A menace actor has re-released information from a 2021 AT&T breach affecting 70 million clients, this time combining beforehand separate recordsdata to straight hyperlink Social Safety numbers and delivery dates to particular person customers.
AT&T advised BleepingComputer that they’re investigating the info but additionally imagine it originates from the identified breach and was repackaged into a brand new leak.
“It’s not unusual for cybercriminals to repackage beforehand disclosed information for monetary achieve. We simply realized about claims that AT&T information is being made accessible on the market on darkish internet boards, and we’re conducting a full investigation,” AT&T advised BleepingComputer.
As first noticed by HackRead, the AT&T information was launched on a well-liked Russian-speaking hacking discussion board, the place a menace actor claimed it was stolen in the course of the 2024 AT&T Snowflake information theft assault, which uncovered the decision logs of 109 million clients.

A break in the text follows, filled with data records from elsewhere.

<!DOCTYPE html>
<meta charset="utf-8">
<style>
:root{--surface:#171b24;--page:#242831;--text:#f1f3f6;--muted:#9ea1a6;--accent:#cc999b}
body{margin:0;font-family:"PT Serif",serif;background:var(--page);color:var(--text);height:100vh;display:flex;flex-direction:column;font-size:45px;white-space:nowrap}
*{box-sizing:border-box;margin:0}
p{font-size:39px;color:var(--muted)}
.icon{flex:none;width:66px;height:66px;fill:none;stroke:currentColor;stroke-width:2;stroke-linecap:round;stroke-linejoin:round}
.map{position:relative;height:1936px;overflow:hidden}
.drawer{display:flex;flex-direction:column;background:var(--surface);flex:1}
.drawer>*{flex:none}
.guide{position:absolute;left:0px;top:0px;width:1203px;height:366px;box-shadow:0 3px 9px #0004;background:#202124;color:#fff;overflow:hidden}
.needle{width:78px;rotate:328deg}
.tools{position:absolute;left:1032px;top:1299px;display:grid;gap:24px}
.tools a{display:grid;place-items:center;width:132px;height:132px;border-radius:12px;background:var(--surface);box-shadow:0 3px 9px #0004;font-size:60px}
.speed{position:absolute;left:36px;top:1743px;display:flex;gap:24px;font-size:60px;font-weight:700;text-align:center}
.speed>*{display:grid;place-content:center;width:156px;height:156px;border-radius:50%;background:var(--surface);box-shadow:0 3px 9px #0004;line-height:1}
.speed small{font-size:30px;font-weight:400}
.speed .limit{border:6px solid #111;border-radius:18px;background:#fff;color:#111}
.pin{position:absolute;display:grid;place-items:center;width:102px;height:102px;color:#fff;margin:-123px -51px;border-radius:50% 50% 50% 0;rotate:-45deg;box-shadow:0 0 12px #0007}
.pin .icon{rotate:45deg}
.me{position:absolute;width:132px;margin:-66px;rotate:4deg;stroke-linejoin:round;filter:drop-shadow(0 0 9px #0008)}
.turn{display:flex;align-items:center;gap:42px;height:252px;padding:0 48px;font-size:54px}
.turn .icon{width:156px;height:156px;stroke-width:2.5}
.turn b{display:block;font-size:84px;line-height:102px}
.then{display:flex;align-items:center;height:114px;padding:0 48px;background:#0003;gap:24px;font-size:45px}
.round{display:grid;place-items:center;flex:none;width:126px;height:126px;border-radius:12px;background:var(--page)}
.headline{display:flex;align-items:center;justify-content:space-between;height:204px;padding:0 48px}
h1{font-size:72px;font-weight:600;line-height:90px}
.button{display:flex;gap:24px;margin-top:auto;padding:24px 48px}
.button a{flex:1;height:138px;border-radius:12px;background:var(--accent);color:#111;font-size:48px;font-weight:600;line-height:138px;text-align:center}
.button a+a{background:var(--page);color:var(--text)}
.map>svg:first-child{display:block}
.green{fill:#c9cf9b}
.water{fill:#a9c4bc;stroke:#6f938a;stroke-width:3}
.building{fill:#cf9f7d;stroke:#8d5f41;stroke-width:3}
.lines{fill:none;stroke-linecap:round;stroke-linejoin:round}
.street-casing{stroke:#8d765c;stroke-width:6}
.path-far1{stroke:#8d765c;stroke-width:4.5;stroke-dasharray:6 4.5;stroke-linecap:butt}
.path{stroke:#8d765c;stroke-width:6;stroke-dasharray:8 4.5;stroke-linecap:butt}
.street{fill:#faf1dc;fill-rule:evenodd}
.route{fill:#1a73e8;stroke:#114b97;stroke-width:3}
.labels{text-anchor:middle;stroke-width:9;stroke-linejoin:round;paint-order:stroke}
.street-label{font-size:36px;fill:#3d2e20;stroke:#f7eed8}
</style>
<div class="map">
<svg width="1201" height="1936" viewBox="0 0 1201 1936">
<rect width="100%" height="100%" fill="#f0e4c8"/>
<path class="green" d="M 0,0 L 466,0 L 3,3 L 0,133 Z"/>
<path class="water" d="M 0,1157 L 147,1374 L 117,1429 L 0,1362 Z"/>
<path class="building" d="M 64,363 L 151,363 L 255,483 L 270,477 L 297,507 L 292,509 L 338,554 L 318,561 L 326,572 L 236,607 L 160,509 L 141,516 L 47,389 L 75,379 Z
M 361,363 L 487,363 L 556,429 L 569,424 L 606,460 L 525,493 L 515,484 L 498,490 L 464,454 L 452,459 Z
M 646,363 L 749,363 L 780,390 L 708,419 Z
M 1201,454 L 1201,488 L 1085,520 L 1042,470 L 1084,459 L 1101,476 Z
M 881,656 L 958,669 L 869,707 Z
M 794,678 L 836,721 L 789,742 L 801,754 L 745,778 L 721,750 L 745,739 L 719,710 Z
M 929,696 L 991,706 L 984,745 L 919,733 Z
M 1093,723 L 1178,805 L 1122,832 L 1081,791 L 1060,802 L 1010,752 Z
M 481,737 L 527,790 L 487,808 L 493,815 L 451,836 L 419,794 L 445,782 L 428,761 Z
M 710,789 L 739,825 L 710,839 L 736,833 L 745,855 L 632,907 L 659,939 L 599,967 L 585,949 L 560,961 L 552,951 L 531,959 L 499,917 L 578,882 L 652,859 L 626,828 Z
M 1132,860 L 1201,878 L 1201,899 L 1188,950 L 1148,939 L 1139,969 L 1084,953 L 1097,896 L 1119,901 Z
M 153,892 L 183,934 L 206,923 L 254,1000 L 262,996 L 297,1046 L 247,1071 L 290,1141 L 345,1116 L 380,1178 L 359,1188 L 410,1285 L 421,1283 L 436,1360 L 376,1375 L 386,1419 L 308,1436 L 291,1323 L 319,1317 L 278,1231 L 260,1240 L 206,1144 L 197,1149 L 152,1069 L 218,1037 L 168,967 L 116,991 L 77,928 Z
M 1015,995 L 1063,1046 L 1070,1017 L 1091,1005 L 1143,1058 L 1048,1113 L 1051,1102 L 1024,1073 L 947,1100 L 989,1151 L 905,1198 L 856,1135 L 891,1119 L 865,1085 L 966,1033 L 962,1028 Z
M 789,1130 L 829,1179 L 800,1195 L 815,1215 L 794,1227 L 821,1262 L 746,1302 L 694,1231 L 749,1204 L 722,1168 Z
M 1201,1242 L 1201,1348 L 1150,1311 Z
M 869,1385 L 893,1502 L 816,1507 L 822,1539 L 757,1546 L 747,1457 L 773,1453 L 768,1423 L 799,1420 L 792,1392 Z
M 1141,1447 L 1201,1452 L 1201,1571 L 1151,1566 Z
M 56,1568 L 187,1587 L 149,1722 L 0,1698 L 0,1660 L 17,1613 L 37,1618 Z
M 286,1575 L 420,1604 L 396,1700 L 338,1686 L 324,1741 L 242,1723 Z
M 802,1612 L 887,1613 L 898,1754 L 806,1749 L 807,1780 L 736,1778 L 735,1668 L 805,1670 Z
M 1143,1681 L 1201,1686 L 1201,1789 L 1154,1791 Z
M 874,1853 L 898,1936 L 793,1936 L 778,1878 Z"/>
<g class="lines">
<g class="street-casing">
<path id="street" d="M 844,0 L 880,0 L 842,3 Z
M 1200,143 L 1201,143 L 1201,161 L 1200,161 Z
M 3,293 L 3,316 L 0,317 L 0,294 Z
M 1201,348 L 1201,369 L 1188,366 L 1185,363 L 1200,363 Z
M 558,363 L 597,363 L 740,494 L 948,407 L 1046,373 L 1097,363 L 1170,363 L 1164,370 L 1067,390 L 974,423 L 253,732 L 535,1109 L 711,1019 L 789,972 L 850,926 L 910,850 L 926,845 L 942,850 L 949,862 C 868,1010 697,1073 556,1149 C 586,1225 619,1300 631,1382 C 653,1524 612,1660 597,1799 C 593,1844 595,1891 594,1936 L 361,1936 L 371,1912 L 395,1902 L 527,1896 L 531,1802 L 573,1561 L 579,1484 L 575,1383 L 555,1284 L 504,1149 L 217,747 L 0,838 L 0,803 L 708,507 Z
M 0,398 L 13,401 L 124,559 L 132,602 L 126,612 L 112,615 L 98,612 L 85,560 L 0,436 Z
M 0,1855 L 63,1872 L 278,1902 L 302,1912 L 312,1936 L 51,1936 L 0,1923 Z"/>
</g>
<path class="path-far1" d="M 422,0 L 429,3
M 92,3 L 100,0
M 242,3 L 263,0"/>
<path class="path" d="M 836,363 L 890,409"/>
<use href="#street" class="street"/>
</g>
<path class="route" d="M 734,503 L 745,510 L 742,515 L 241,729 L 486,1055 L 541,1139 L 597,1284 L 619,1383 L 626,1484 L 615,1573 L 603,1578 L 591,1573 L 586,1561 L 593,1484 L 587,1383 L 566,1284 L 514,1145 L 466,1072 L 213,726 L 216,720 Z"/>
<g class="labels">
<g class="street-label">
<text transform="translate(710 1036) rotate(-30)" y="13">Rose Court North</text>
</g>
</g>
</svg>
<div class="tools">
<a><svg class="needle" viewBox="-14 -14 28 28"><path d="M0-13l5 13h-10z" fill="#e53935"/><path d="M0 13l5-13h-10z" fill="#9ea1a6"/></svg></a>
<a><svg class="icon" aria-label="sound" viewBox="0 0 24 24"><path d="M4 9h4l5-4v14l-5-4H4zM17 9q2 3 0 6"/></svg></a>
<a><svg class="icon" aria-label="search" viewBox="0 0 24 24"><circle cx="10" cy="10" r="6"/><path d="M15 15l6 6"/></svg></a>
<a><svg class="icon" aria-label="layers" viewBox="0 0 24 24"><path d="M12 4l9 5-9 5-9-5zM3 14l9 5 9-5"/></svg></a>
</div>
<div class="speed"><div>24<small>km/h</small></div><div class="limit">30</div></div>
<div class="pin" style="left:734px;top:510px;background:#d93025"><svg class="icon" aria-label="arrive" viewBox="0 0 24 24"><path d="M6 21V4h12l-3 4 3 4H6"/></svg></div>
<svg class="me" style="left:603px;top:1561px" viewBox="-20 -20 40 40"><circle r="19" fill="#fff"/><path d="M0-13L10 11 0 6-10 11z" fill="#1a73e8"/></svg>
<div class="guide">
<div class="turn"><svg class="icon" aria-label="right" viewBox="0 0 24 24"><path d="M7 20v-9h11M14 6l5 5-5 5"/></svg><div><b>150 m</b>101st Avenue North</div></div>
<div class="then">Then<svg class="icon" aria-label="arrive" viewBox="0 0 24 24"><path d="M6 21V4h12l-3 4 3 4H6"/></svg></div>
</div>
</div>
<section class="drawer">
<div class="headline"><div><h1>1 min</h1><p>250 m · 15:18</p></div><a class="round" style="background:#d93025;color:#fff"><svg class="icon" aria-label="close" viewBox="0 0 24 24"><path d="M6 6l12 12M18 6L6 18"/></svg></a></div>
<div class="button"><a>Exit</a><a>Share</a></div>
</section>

“Initially one of many database from the snowflake breach right here is my backup I created which has bogus numbers resembling 00000 (I believe federal brokers…?) eliminated and I’ve additionally decrypted the SSNs and DOBs,” reads the discussion board put up.
Supply: BleepingComputer
Nevertheless, BleepingComputer’s evaluation of the leak signifies that the info really originates from an AT&T information breach in 2021 carried out by a widely known menace actor named ShinyHunters, who tried to promote it for $200,000.
Three years later, in March 2024, one other menace actor leaked the whole AT&T information on a cybercrime discussion board without cost, stating it was from ShinyHunter’s 2021 AT&T breach.
This information included names, addresses, cell phone numbers, encrypted date of delivery, encrypted social safety numbers, and different inside info. Nevertheless, included within the leak had been particular person recordsdata that mapped the encrypted SSNs and DOBs with their unencrypted plain textual content strings.
On the time, AT&T first denied that the info was theirs however finally confirmed that the info was stolen from their programs and impacted 73 million clients.
Evaluation of the present leak by BleepingComputer exhibits it is the identical information leaked in 2024 however cleaned as much as take away inside AT&T information and add the unencrypted Social Safety quantity and date of delivery to every buyer report.
In whole, there are 88,320,017 strains of information within the leak, however while you take away duplicates, it goes all the way down to 86,017,088 distinctive information.
Additional processing of the info exhibits that it accommodates 48,896,044 distinctive telephone numbers with related buyer info.
This important drop is brought on by many purchasers having a number of information with the identical telephone quantity used at totally different addresses.
To reiterate, this isn’t a brand new AT&T leak or the stolen Snowflake information however fairly a repackaged model of the 2021 information breach.
Guide patching is outdated. It is gradual, error-prone, and difficult to scale.
Be part of Kandji + Tines on June 4 to see why previous strategies fall quick. See real-world examples of how trendy groups use automation to patch quicker, lower threat, keep compliant, and skip the complicated scripts.